> [ACTION ITEM]
Run through the data and copy out every line that mentions the word "sans".

Data records
.....

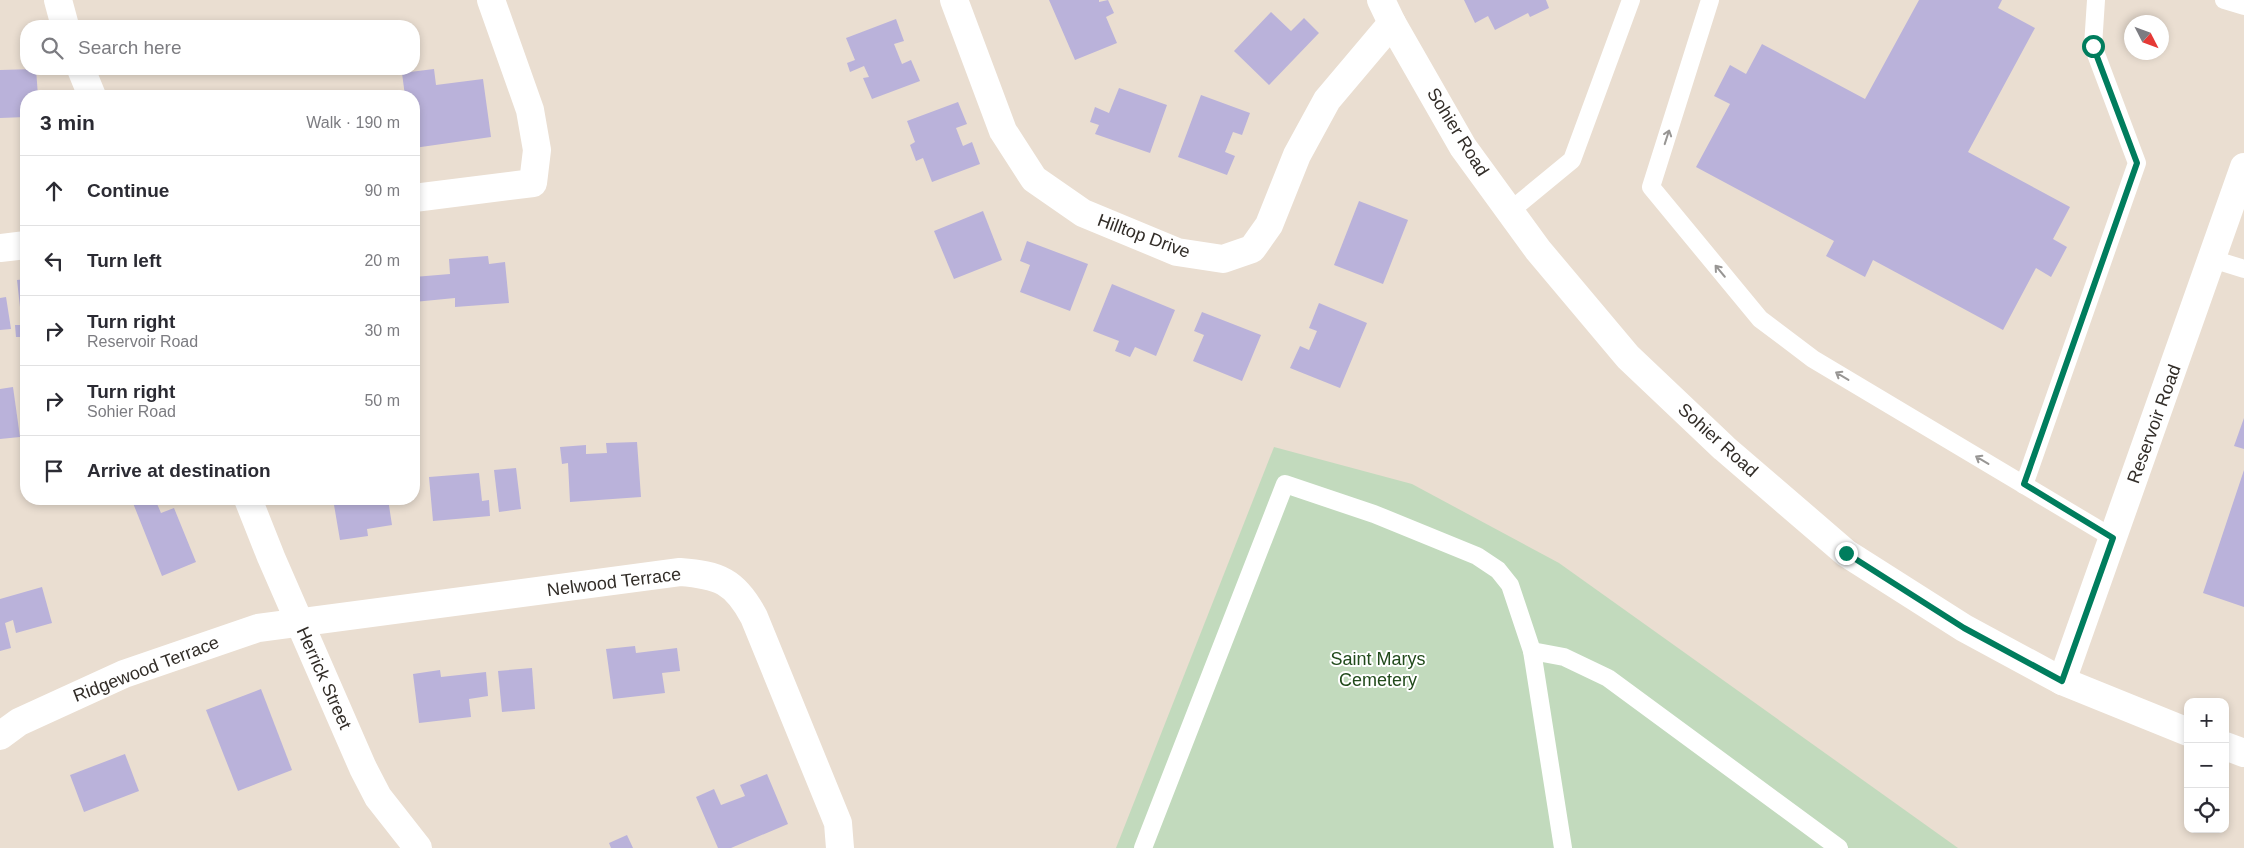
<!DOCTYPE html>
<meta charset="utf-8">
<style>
:root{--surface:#fff;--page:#f2f2f3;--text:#2b2b33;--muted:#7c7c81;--line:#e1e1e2}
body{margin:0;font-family:Arial,sans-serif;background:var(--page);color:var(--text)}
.controls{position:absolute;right:15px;bottom:15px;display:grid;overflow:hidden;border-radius:10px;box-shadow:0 2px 8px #0003}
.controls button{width:45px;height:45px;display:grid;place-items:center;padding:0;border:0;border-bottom:1px solid var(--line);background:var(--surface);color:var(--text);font:25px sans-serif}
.compass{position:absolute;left:2124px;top:15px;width:45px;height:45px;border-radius:50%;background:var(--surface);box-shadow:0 2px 8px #0003;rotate:132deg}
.stop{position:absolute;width:15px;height:15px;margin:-11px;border:4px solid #007d5d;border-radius:50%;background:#fff}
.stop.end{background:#007d5d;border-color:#fff;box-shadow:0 1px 5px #0008}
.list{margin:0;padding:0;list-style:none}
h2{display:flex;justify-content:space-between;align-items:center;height:65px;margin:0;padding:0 20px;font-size:21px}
h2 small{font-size:16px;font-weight:400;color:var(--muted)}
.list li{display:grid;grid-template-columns:32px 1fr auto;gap:15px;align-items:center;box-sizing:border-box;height:70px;padding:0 20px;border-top:1px solid var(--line)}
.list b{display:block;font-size:19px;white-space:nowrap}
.list p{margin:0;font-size:16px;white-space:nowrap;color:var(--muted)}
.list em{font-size:16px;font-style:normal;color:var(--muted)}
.icon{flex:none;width:28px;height:28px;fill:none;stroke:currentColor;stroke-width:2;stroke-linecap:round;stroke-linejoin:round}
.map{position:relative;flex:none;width:2244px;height:848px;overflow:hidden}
.search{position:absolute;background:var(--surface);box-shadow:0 2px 8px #0003;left:20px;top:20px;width:400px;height:55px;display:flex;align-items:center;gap:12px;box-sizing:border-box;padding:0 18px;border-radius:20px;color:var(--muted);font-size:19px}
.panel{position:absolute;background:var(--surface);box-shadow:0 2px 8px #0003;left:20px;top:90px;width:400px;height:415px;border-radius:20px}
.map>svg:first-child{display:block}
</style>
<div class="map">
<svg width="2244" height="848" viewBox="0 0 2244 848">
<rect width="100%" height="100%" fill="#eaded1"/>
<polygon fill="#c2dabd" points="1274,447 1412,484 1559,563 1958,848 1116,848"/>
<g fill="#bab2da">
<polygon points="1049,0 1099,0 1099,2 1108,0 1114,13 1106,17 1117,43 1075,60"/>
<polygon points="1464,0 1546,0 1549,8 1530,17 1528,13 1495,30 1488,16 1475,23"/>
<polygon points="1919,0 2002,0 1998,8 2035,28 1968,152 2070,207 2053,239 2067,247 2051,277 2036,268 2003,330 1873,260 1865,277 1826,256 1834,241 1696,167 1730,104 1714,96 1730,65 1746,74 1762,44 1865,99"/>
<polygon points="1271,12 1291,31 1304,18 1319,33 1269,85 1234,51"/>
<polygon points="896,19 904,41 894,44 902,64 911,60 920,81 872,99 863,78 869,77 864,66 850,72 847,63 855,60 846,38"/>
<polygon points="36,69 38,96 26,96 26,117 0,118 0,70"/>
<polygon points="434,69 436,85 483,79 491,137 414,148 414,96 405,96 402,73"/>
<polygon points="1119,88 1167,105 1150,153 1095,134 1099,125 1090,122 1095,107 1109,113"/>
<polygon points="1201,95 1250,113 1242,135 1233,132 1225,152 1235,156 1227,175 1178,157"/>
<polygon points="958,102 967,124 956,128 963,146 972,142 980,164 932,182 923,158 916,161 910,145 915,142 907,121"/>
<polygon points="1359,201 1408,220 1383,284 1334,265"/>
<polygon points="983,211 1002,260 954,279 934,231"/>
<polygon points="1027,241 1088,264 1070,311 1020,292 1030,265 1020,261"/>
<polygon points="488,256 489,264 505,262 509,303 455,307 455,298 414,302 414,277 450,274 449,259"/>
<polygon points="26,279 26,342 24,342 23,337 16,337 15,325 22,325 17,280"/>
<polygon points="1112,284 1175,310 1156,356 1135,347 1130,357 1115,351 1119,341 1093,331"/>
<polygon points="6,297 11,329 0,330 0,298"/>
<polygon points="1319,303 1367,323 1340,388 1290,368 1300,346 1309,350 1317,331 1309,328"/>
<polygon points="1202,312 1261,335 1242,381 1193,361 1204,335 1194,331"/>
<polygon points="13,387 20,437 0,439 0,389"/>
<polygon points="2244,418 2244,449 2234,446"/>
<polygon points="637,442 641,497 570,502 568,463 562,464 560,447 586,445 586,454 607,453 606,443"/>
<polygon points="516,468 521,509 499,512 494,470"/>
<polygon points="2244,470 2244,607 2203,593"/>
<polygon points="479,473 482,501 489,500 490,516 433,521 429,477"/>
<polygon points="144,499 155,499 161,513 174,508 196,562 162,576 133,503"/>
<polygon points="333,499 388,499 392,525 367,529 368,536 340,540"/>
<polygon points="42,587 52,623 16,633 13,620 5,623 11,648 0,651 0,599"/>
<polygon points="635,646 636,653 677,648 680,671 662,673 665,693 613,699 606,649"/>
<polygon points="532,668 535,709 502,712 498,671"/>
<polygon points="440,670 441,677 486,672 488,696 469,699 471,717 419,723 413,674"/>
<polygon points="261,689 292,770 238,791 206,710"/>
<polygon points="125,754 139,791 84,812 70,775"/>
<polygon points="767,774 788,824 731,848 718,848 696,797 714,789 721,805 745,796 740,785"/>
<polygon points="627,835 633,848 611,848 609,843"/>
</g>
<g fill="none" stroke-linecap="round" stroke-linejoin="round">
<g stroke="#fff" stroke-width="18">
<polyline points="1710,0 1651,187 1760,319 1813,359 2113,538"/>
<polyline points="2224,0 2244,6"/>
<polyline points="1510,211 1572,160 1631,0"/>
<polyline points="2212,259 2244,269"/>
<polyline points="2024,485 2137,163 2093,46 2096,0"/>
<polyline points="1143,848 1285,484 1374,514 1477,556 1498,570 1510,585 1532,651"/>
<polyline points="1563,848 1532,651 1564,657 1608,678 1839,848"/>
</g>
<g stroke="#fff" stroke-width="28">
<polyline points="954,0 1003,131 1034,179 1083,213 1177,252 1223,259 1252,249 1269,225 1297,155 1327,100 1392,23"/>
<polyline points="414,198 533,183 537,150 530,110 491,0"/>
<polyline points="0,248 26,245"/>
<polyline points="2062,681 2244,167"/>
<path d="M 0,736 L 19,722 L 124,674 L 258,628 L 680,572 C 719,575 735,581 754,617 L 838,823 L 840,848"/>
</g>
<g stroke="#fff" stroke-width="28">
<polyline points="58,0 65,26"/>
<polyline points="81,69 92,96"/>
<polyline points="248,499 271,557 363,768 378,797 418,848"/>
</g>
<g stroke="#fff" stroke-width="28">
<polyline points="1381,0 1392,23 1463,147 1538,250 1628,357 1724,448 1846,553 1964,628 2062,681 2188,732"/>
<polyline points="2225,746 2244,753"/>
</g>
</g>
<defs><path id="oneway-shaft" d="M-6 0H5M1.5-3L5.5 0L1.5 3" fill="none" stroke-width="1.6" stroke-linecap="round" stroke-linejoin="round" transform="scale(1.25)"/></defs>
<g stroke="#989694">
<use href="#oneway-shaft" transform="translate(1667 137) rotate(-72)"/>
<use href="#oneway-shaft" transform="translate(1720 271) rotate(-130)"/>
<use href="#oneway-shaft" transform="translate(1842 376) rotate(-149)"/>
<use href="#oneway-shaft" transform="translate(1982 460) rotate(-149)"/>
</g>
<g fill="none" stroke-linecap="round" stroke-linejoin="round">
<polyline stroke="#007d5d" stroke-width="6" points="1846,553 1964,628 2062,681 2113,538 2024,484 2137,163 2093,46"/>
</g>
<g text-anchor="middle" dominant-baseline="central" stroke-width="4" stroke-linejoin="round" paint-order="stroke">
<g font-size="18" fill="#322d28" stroke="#fff">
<text transform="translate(1458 132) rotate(58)">Sohier Road</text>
<text transform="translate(1144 236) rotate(20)">Hilltop Drive</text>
<text transform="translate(2154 424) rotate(-70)">Reservoir Road</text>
<text transform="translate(1718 440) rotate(42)">Sohier Road</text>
<text transform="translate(614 582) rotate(-7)">Nelwood Terrace</text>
<text transform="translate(146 669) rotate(-21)">Ridgewood Terrace</text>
<text transform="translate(324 678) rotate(66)">Herrick Street</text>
</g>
<g font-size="18" fill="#214a1b" stroke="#fff">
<text x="1378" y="659">Saint Marys<tspan x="1378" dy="21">Cemetery</tspan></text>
</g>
</g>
</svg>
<div class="controls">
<button>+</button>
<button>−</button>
<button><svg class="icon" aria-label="locate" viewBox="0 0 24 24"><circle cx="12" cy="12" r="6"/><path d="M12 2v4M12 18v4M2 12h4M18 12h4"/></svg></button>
</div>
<svg class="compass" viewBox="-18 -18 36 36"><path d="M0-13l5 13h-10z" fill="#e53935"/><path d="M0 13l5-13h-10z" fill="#7c7c81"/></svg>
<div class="stop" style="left:2093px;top:46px"></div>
<div class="stop end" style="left:1846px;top:553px"></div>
<div class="search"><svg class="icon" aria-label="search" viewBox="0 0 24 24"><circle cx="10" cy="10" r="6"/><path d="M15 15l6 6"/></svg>Search here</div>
<section class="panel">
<h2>3 min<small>Walk · 190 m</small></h2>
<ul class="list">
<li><svg class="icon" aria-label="ahead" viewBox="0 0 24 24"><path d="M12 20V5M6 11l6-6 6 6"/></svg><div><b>Continue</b></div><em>90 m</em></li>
<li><svg class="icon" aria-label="left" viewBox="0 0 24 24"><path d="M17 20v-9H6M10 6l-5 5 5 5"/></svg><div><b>Turn left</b></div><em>20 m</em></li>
<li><svg class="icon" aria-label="right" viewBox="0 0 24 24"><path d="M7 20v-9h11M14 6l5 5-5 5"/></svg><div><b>Turn right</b><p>Reservoir Road</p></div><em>30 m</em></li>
<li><svg class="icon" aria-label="right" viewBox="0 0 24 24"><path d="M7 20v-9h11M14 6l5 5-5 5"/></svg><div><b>Turn right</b><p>Sohier Road</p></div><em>50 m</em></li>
<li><svg class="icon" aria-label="arrive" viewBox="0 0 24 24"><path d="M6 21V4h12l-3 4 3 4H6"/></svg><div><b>Arrive at destination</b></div></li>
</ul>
</section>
</div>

.....

> [SOLUTION TO THIS PROBLEM]
body{margin:0;font-family:Arial,sans-serif;background:var(--page);color:var(--text)}
.controls button{width:45px;height:45px;display:grid;place-items:center;padding:0;border:0;border-bottom:1px solid var(--line);background:var(--surface);color:var(--text);font:25px sans-serif}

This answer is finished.